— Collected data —
***
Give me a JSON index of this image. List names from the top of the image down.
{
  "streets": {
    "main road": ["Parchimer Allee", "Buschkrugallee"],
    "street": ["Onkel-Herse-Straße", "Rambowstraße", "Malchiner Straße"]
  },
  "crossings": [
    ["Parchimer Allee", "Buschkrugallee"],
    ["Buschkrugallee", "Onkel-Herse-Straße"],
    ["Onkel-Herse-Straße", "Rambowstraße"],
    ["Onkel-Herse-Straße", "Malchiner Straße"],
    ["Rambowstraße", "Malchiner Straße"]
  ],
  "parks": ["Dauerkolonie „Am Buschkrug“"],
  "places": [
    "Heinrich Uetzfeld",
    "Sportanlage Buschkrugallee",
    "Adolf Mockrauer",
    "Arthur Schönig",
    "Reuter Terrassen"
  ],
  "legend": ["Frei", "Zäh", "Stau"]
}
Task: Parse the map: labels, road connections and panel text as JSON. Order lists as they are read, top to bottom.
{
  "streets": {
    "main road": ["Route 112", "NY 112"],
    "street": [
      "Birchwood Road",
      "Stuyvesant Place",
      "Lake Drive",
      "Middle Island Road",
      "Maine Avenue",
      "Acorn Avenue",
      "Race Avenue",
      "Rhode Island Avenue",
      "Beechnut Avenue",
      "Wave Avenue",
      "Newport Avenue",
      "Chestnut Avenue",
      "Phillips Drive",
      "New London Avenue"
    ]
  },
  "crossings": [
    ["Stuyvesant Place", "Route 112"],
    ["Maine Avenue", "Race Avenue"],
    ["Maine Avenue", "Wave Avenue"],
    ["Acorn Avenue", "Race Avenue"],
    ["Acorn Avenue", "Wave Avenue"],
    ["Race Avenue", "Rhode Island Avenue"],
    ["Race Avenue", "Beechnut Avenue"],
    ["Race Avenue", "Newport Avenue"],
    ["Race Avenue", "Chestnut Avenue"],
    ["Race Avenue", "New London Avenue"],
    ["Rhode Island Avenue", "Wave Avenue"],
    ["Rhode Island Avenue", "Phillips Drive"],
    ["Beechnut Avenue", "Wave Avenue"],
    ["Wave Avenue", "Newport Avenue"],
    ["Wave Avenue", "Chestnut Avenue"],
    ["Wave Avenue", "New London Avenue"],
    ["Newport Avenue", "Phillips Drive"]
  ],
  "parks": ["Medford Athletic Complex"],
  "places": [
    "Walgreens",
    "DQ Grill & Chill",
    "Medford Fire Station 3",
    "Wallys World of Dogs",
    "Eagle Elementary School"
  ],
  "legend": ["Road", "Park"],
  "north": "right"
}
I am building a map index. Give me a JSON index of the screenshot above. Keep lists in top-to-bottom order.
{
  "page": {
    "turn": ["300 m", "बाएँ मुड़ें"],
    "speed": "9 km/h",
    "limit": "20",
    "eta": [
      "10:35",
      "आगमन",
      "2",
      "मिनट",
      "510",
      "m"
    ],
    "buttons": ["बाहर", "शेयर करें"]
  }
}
***
— How to complete this task —
Produce the records once again, exactly as they stand above.

— Answer below —
Give me a JSON index of this image. List names from the top of the image down.
{
  "streets": {
    "main road": ["Parchimer Allee", "Buschkrugallee"],
    "street": ["Onkel-Herse-Straße", "Rambowstraße", "Malchiner Straße"]
  },
  "crossings": [
    ["Parchimer Allee", "Buschkrugallee"],
    ["Buschkrugallee", "Onkel-Herse-Straße"],
    ["Onkel-Herse-Straße", "Rambowstraße"],
    ["Onkel-Herse-Straße", "Malchiner Straße"],
    ["Rambowstraße", "Malchiner Straße"]
  ],
  "parks": ["Dauerkolonie „Am Buschkrug“"],
  "places": [
    "Heinrich Uetzfeld",
    "Sportanlage Buschkrugallee",
    "Adolf Mockrauer",
    "Arthur Schönig",
    "Reuter Terrassen"
  ],
  "legend": ["Frei", "Zäh", "Stau"]
}
Task: Parse the map: labels, road connections and panel text as JSON. Order lists as they are read, top to bottom.
{
  "streets": {
    "main road": ["Route 112", "NY 112"],
    "street": [
      "Birchwood Road",
      "Stuyvesant Place",
      "Lake Drive",
      "Middle Island Road",
      "Maine Avenue",
      "Acorn Avenue",
      "Race Avenue",
      "Rhode Island Avenue",
      "Beechnut Avenue",
      "Wave Avenue",
      "Newport Avenue",
      "Chestnut Avenue",
      "Phillips Drive",
      "New London Avenue"
    ]
  },
  "crossings": [
    ["Stuyvesant Place", "Route 112"],
    ["Maine Avenue", "Race Avenue"],
    ["Maine Avenue", "Wave Avenue"],
    ["Acorn Avenue", "Race Avenue"],
    ["Acorn Avenue", "Wave Avenue"],
    ["Race Avenue", "Rhode Island Avenue"],
    ["Race Avenue", "Beechnut Avenue"],
    ["Race Avenue", "Newport Avenue"],
    ["Race Avenue", "Chestnut Avenue"],
    ["Race Avenue", "New London Avenue"],
    ["Rhode Island Avenue", "Wave Avenue"],
    ["Rhode Island Avenue", "Phillips Drive"],
    ["Beechnut Avenue", "Wave Avenue"],
    ["Wave Avenue", "Newport Avenue"],
    ["Wave Avenue", "Chestnut Avenue"],
    ["Wave Avenue", "New London Avenue"],
    ["Newport Avenue", "Phillips Drive"]
  ],
  "parks": ["Medford Athletic Complex"],
  "places": [
    "Walgreens",
    "DQ Grill & Chill",
    "Medford Fire Station 3",
    "Wallys World of Dogs",
    "Eagle Elementary School"
  ],
  "legend": ["Road", "Park"],
  "north": "right"
}
I am building a map index. Give me a JSON index of the screenshot above. Keep lists in top-to-bottom order.
{
  "page": {
    "turn": ["300 m", "बाएँ मुड़ें"],
    "speed": "9 km/h",
    "limit": "20",
    "eta": [
      "10:35",
      "आगमन",
      "2",
      "मिनट",
      "510",
      "m"
    ],
    "buttons": ["बाहर", "शेयर करें"]
  }
}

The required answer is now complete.